__What this task involves__: Show every line of the data below that includes the word "lineJoin".

__Supplied entries__:
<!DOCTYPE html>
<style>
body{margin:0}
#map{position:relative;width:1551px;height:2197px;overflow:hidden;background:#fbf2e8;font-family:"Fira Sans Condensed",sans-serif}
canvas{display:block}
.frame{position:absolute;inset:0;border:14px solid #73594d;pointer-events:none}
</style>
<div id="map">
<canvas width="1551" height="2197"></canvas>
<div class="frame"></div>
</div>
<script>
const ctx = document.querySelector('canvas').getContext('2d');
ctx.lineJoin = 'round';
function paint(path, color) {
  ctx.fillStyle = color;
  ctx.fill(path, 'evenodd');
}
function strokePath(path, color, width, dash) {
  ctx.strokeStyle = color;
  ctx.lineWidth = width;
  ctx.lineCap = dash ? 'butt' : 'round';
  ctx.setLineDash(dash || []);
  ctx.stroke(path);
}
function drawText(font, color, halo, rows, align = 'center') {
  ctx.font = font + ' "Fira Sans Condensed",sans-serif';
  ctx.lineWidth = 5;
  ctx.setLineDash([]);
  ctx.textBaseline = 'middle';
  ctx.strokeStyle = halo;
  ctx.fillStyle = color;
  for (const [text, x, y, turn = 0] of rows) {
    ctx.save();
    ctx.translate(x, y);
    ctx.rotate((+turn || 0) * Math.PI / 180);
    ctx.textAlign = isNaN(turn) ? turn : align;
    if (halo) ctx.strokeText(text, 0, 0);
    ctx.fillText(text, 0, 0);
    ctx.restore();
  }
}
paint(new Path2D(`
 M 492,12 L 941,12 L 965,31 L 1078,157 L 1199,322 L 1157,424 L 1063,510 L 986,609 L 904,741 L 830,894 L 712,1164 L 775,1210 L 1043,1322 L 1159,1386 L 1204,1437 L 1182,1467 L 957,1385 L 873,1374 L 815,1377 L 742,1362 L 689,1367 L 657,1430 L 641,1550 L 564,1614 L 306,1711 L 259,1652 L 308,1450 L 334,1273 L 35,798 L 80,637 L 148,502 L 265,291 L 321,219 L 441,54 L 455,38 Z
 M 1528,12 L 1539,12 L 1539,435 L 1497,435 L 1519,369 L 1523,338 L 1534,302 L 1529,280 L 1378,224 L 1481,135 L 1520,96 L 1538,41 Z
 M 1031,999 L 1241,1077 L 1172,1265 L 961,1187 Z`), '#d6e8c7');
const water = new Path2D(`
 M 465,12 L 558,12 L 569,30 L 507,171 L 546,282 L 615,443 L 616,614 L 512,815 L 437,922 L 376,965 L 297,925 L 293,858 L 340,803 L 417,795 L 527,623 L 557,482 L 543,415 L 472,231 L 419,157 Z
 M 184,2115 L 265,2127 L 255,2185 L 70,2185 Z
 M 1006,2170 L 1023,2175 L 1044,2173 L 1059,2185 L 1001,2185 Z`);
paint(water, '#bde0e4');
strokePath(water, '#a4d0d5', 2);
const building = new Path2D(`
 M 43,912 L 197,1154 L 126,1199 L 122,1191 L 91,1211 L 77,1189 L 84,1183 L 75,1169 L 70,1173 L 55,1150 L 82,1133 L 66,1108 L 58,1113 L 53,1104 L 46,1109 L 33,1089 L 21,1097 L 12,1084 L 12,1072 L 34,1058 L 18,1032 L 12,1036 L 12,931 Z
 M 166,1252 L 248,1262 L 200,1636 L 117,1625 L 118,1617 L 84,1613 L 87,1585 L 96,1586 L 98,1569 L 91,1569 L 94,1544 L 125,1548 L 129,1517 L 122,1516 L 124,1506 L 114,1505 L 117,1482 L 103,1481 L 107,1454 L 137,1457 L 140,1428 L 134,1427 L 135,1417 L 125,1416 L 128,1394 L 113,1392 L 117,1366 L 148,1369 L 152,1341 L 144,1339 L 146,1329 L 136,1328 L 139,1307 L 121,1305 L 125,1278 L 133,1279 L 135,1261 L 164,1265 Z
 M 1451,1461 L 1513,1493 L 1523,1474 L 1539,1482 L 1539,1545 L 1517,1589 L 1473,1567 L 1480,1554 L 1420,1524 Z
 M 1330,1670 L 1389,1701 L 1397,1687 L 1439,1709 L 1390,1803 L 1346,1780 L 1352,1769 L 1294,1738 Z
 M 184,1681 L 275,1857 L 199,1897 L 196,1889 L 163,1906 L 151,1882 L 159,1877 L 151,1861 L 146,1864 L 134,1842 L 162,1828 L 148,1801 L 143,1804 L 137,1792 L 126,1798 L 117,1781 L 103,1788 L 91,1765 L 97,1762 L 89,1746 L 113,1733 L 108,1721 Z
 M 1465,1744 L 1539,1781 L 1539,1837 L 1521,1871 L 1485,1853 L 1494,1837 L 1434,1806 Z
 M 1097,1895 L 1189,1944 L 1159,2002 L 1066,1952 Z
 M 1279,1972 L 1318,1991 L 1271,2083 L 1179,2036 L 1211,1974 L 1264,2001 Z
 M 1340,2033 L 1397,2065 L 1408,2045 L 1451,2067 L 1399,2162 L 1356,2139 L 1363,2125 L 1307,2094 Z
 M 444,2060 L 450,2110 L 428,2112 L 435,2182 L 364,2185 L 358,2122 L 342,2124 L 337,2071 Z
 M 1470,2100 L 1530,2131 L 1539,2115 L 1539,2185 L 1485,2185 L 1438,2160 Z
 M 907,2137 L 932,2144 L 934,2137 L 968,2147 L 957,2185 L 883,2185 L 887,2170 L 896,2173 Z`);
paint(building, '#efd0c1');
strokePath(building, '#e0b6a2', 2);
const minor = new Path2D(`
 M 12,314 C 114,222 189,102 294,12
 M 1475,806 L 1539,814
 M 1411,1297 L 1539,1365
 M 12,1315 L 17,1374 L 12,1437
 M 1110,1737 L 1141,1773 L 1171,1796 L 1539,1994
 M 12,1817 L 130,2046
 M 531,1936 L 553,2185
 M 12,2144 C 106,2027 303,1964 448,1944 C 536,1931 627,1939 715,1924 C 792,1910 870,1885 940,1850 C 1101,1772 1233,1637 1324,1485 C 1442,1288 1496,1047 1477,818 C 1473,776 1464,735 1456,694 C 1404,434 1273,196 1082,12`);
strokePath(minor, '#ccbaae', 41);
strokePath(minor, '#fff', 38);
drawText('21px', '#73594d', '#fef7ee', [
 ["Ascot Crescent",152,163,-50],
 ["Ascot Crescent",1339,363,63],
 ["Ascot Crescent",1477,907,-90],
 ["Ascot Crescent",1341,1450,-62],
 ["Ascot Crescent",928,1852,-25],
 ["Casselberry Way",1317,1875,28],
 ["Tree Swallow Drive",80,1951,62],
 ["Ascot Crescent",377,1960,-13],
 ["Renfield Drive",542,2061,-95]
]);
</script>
--
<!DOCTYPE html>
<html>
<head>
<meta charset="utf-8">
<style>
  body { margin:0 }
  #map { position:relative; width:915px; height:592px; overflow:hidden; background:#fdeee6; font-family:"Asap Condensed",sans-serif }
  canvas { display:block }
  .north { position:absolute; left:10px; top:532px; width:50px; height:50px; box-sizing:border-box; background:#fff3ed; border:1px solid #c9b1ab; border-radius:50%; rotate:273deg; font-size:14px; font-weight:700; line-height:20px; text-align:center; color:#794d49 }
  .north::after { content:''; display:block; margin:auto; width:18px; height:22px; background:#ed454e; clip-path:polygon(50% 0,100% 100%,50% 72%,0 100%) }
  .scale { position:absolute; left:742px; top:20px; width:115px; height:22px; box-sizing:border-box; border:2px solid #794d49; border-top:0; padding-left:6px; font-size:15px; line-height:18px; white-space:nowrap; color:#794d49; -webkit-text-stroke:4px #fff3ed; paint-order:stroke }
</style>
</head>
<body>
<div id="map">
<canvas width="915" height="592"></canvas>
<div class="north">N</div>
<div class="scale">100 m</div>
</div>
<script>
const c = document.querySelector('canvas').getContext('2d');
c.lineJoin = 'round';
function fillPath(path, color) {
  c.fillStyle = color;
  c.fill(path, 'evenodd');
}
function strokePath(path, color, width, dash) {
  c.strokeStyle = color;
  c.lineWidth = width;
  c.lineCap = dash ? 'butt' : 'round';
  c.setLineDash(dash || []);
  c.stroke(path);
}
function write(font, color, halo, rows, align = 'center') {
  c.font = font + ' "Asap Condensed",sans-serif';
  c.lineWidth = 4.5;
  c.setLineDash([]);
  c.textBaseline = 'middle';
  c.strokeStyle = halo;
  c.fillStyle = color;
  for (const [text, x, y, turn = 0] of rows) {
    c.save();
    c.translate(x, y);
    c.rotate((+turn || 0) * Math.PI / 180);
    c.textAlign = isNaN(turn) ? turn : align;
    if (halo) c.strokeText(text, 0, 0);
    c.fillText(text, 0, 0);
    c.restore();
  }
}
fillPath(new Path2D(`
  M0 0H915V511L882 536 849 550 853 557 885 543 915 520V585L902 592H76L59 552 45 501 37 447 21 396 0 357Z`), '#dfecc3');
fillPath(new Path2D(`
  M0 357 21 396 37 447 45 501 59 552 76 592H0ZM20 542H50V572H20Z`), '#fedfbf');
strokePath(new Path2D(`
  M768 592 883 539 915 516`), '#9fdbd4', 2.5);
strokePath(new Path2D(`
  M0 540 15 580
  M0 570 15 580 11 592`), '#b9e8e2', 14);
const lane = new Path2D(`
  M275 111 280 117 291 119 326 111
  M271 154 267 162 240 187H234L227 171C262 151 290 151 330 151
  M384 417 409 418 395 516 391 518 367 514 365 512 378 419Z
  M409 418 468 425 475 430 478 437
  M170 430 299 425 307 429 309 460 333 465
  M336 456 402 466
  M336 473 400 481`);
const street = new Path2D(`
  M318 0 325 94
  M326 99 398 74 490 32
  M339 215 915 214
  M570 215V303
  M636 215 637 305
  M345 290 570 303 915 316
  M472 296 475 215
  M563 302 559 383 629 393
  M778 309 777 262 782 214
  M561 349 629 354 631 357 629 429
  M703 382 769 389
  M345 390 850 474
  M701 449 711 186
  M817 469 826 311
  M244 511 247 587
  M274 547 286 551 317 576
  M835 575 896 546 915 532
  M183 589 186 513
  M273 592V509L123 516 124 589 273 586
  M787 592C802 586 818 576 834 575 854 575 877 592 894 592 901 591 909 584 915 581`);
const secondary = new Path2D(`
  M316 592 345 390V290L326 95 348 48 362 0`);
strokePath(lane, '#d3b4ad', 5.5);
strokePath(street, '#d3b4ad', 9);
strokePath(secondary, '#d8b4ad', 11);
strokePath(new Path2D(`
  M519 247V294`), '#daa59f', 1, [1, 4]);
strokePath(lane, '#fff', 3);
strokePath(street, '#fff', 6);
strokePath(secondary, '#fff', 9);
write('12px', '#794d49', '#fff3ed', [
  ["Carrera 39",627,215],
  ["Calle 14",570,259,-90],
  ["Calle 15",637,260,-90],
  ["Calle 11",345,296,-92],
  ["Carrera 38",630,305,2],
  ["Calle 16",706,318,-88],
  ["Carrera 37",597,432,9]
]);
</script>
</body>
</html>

__Response to this task__:
ctx.lineJoin = 'round';
c.lineJoin = 'round';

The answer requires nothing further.